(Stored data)
==============================

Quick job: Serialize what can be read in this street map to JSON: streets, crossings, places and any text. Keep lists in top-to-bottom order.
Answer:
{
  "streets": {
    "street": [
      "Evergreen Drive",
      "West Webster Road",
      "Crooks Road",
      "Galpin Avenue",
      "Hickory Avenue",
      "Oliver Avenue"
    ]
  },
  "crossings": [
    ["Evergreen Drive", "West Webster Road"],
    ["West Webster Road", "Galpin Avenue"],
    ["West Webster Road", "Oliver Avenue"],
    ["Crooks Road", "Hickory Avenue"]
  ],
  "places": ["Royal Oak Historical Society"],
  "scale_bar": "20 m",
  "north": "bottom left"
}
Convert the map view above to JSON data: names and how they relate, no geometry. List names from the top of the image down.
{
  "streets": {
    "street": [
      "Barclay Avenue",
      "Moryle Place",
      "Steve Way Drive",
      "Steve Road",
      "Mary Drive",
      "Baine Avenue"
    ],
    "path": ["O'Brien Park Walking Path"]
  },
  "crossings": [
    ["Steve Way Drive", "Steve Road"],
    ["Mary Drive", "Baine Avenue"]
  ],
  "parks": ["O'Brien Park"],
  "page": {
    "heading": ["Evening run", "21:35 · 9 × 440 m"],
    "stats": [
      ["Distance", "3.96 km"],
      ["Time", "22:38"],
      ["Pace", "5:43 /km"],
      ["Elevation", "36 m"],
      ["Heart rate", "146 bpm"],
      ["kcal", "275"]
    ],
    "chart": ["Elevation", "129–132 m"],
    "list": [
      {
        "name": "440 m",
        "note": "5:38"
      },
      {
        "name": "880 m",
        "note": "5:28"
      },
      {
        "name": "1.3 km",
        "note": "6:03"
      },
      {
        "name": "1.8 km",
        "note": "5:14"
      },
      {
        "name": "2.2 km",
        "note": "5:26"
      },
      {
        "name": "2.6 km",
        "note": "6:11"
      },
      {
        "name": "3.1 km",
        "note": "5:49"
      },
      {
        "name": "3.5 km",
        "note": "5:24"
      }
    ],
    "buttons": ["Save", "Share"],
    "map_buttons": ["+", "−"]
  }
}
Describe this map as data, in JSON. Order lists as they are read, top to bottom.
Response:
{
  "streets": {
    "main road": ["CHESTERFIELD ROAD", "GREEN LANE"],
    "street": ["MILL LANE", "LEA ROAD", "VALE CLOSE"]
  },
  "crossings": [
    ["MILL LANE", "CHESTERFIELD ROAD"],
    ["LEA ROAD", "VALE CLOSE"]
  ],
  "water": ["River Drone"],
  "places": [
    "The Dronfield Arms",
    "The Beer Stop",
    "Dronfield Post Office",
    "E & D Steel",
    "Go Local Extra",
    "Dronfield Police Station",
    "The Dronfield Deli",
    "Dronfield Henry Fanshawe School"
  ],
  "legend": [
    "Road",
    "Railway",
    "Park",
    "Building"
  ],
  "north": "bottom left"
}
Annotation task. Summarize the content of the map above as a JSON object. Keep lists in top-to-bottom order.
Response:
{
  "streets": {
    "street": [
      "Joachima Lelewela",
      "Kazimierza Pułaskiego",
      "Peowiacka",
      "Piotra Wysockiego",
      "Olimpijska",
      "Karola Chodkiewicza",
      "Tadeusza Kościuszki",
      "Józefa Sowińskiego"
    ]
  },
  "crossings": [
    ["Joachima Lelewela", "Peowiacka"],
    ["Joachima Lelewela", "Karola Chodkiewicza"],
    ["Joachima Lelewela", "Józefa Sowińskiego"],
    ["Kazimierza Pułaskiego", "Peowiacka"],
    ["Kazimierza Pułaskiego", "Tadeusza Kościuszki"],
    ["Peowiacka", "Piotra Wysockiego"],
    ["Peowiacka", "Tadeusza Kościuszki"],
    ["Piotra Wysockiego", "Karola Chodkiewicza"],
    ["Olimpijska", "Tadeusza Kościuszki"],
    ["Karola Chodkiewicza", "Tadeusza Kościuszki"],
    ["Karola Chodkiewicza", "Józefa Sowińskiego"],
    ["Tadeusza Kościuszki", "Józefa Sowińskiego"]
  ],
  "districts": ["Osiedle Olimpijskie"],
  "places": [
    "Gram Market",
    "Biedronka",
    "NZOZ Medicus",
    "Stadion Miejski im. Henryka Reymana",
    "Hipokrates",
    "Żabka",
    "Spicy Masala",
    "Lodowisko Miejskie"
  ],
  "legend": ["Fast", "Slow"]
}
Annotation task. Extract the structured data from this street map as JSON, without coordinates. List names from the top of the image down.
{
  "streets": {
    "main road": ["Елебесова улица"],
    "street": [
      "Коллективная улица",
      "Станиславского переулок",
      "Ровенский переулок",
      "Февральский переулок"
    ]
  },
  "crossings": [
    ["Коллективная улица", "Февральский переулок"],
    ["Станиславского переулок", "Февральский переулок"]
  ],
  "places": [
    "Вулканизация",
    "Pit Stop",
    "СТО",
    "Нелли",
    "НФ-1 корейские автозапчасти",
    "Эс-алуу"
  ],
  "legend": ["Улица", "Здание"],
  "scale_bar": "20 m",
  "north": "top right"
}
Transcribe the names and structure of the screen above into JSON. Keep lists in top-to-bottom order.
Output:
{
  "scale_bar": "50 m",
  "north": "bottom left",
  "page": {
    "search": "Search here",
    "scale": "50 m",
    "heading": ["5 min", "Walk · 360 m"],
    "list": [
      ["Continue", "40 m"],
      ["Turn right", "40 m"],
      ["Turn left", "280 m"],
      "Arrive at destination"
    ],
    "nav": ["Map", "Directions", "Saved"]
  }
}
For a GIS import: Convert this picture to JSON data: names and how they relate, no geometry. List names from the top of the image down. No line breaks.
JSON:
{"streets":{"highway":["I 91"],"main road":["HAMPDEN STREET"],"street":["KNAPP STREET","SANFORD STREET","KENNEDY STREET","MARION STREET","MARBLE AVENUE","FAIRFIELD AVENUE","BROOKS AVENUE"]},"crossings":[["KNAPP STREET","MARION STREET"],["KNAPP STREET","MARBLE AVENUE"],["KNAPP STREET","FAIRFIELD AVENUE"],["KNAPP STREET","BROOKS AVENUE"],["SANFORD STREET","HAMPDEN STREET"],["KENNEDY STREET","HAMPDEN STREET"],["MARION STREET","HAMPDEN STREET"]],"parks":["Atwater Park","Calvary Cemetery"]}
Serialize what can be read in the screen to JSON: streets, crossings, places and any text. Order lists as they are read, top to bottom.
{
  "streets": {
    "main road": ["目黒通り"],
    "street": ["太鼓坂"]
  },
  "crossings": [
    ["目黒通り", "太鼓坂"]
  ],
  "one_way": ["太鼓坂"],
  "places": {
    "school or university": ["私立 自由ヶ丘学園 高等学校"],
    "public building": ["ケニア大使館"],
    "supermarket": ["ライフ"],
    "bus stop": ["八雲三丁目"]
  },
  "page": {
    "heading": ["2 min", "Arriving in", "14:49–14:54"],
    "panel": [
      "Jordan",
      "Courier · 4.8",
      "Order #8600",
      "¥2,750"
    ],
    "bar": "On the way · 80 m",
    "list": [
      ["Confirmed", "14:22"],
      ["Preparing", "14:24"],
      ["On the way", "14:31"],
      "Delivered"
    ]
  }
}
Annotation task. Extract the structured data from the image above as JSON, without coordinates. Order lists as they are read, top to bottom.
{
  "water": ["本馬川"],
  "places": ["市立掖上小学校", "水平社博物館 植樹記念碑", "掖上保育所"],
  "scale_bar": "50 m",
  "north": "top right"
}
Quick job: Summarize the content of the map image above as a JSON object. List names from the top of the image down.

==============================

* _TASK BRIEF_: The records above need to be output again, verbatim.

* _SOLUTION FOR THIS TASK_:
Quick job: Serialize what can be read in this street map to JSON: streets, crossings, places and any text. Keep lists in top-to-bottom order.
Answer:
{
  "streets": {
    "street": [
      "Evergreen Drive",
      "West Webster Road",
      "Crooks Road",
      "Galpin Avenue",
      "Hickory Avenue",
      "Oliver Avenue"
    ]
  },
  "crossings": [
    ["Evergreen Drive", "West Webster Road"],
    ["West Webster Road", "Galpin Avenue"],
    ["West Webster Road", "Oliver Avenue"],
    ["Crooks Road", "Hickory Avenue"]
  ],
  "places": ["Royal Oak Historical Society"],
  "scale_bar": "20 m",
  "north": "bottom left"
}
Convert the map view above to JSON data: names and how they relate, no geometry. List names from the top of the image down.
{
  "streets": {
    "street": [
      "Barclay Avenue",
      "Moryle Place",
      "Steve Way Drive",
      "Steve Road",
      "Mary Drive",
      "Baine Avenue"
    ],
    "path": ["O'Brien Park Walking Path"]
  },
  "crossings": [
    ["Steve Way Drive", "Steve Road"],
    ["Mary Drive", "Baine Avenue"]
  ],
  "parks": ["O'Brien Park"],
  "page": {
    "heading": ["Evening run", "21:35 · 9 × 440 m"],
    "stats": [
      ["Distance", "3.96 km"],
      ["Time", "22:38"],
      ["Pace", "5:43 /km"],
      ["Elevation", "36 m"],
      ["Heart rate", "146 bpm"],
      ["kcal", "275"]
    ],
    "chart": ["Elevation", "129–132 m"],
    "list": [
      {
        "name": "440 m",
        "note": "5:38"
      },
      {
        "name": "880 m",
        "note": "5:28"
      },
      {
        "name": "1.3 km",
        "note": "6:03"
      },
      {
        "name": "1.8 km",
        "note": "5:14"
      },
      {
        "name": "2.2 km",
        "note": "5:26"
      },
      {
        "name": "2.6 km",
        "note": "6:11"
      },
      {
        "name": "3.1 km",
        "note": "5:49"
      },
      {
        "name": "3.5 km",
        "note": "5:24"
      }
    ],
    "buttons": ["Save", "Share"],
    "map_buttons": ["+", "−"]
  }
}
Describe this map as data, in JSON. Order lists as they are read, top to bottom.
Response:
{
  "streets": {
    "main road": ["CHESTERFIELD ROAD", "GREEN LANE"],
    "street": ["MILL LANE", "LEA ROAD", "VALE CLOSE"]
  },
  "crossings": [
    ["MILL LANE", "CHESTERFIELD ROAD"],
    ["LEA ROAD", "VALE CLOSE"]
  ],
  "water": ["River Drone"],
  "places": [
    "The Dronfield Arms",
    "The Beer Stop",
    "Dronfield Post Office",
    "E & D Steel",
    "Go Local Extra",
    "Dronfield Police Station",
    "The Dronfield Deli",
    "Dronfield Henry Fanshawe School"
  ],
  "legend": [
    "Road",
    "Railway",
    "Park",
    "Building"
  ],
  "north": "bottom left"
}
Annotation task. Summarize the content of the map above as a JSON object. Keep lists in top-to-bottom order.
Response:
{
  "streets": {
    "street": [
      "Joachima Lelewela",
      "Kazimierza Pułaskiego",
      "Peowiacka",
      "Piotra Wysockiego",
      "Olimpijska",
      "Karola Chodkiewicza",
      "Tadeusza Kościuszki",
      "Józefa Sowińskiego"
    ]
  },
  "crossings": [
    ["Joachima Lelewela", "Peowiacka"],
    ["Joachima Lelewela", "Karola Chodkiewicza"],
    ["Joachima Lelewela", "Józefa Sowińskiego"],
    ["Kazimierza Pułaskiego", "Peowiacka"],
    ["Kazimierza Pułaskiego", "Tadeusza Kościuszki"],
    ["Peowiacka", "Piotra Wysockiego"],
    ["Peowiacka", "Tadeusza Kościuszki"],
    ["Piotra Wysockiego", "Karola Chodkiewicza"],
    ["Olimpijska", "Tadeusza Kościuszki"],
    ["Karola Chodkiewicza", "Tadeusza Kościuszki"],
    ["Karola Chodkiewicza", "Józefa Sowińskiego"],
    ["Tadeusza Kościuszki", "Józefa Sowińskiego"]
  ],
  "districts": ["Osiedle Olimpijskie"],
  "places": [
    "Gram Market",
    "Biedronka",
    "NZOZ Medicus",
    "Stadion Miejski im. Henryka Reymana",
    "Hipokrates",
    "Żabka",
    "Spicy Masala",
    "Lodowisko Miejskie"
  ],
  "legend": ["Fast", "Slow"]
}
Annotation task. Extract the structured data from this street map as JSON, without coordinates. List names from the top of the image down.
{
  "streets": {
    "main road": ["Елебесова улица"],
    "street": [
      "Коллективная улица",
      "Станиславского переулок",
      "Ровенский переулок",
      "Февральский переулок"
    ]
  },
  "crossings": [
    ["Коллективная улица", "Февральский переулок"],
    ["Станиславского переулок", "Февральский переулок"]
  ],
  "places": [
    "Вулканизация",
    "Pit Stop",
    "СТО",
    "Нелли",
    "НФ-1 корейские автозапчасти",
    "Эс-алуу"
  ],
  "legend": ["Улица", "Здание"],
  "scale_bar": "20 m",
  "north": "top right"
}
Transcribe the names and structure of the screen above into JSON. Keep lists in top-to-bottom order.
Output:
{
  "scale_bar": "50 m",
  "north": "bottom left",
  "page": {
    "search": "Search here",
    "scale": "50 m",
    "heading": ["5 min", "Walk · 360 m"],
    "list": [
      ["Continue", "40 m"],
      ["Turn right", "40 m"],
      ["Turn left", "280 m"],
      "Arrive at destination"
    ],
    "nav": ["Map", "Directions", "Saved"]
  }
}
For a GIS import: Convert this picture to JSON data: names and how they relate, no geometry. List names from the top of the image down. No line breaks.
JSON:
{"streets":{"highway":["I 91"],"main road":["HAMPDEN STREET"],"street":["KNAPP STREET","SANFORD STREET","KENNEDY STREET","MARION STREET","MARBLE AVENUE","FAIRFIELD AVENUE","BROOKS AVENUE"]},"crossings":[["KNAPP STREET","MARION STREET"],["KNAPP STREET","MARBLE AVENUE"],["KNAPP STREET","FAIRFIELD AVENUE"],["KNAPP STREET","BROOKS AVENUE"],["SANFORD STREET","HAMPDEN STREET"],["KENNEDY STREET","HAMPDEN STREET"],["MARION STREET","HAMPDEN STREET"]],"parks":["Atwater Park","Calvary Cemetery"]}
Serialize what can be read in the screen to JSON: streets, crossings, places and any text. Order lists as they are read, top to bottom.
{
  "streets": {
    "main road": ["目黒通り"],
    "street": ["太鼓坂"]
  },
  "crossings": [
    ["目黒通り", "太鼓坂"]
  ],
  "one_way": ["太鼓坂"],
  "places": {
    "school or university": ["私立 自由ヶ丘学園 高等学校"],
    "public building": ["ケニア大使館"],
    "supermarket": ["ライフ"],
    "bus stop": ["八雲三丁目"]
  },
  "page": {
    "heading": ["2 min", "Arriving in", "14:49–14:54"],
    "panel": [
      "Jordan",
      "Courier · 4.8",
      "Order #8600",
      "¥2,750"
    ],
    "bar": "On the way · 80 m",
    "list": [
      ["Confirmed", "14:22"],
      ["Preparing", "14:24"],
      ["On the way", "14:31"],
      "Delivered"
    ]
  }
}
Annotation task. Extract the structured data from the image above as JSON, without coordinates. Order lists as they are read, top to bottom.
{
  "water": ["本馬川"],
  "places": ["市立掖上小学校", "水平社博物館 植樹記念碑", "掖上保育所"],
  "scale_bar": "50 m",
  "north": "top right"
}
Quick job: Summarize the content of the map image above as a JSON object. List names from the top of the image down.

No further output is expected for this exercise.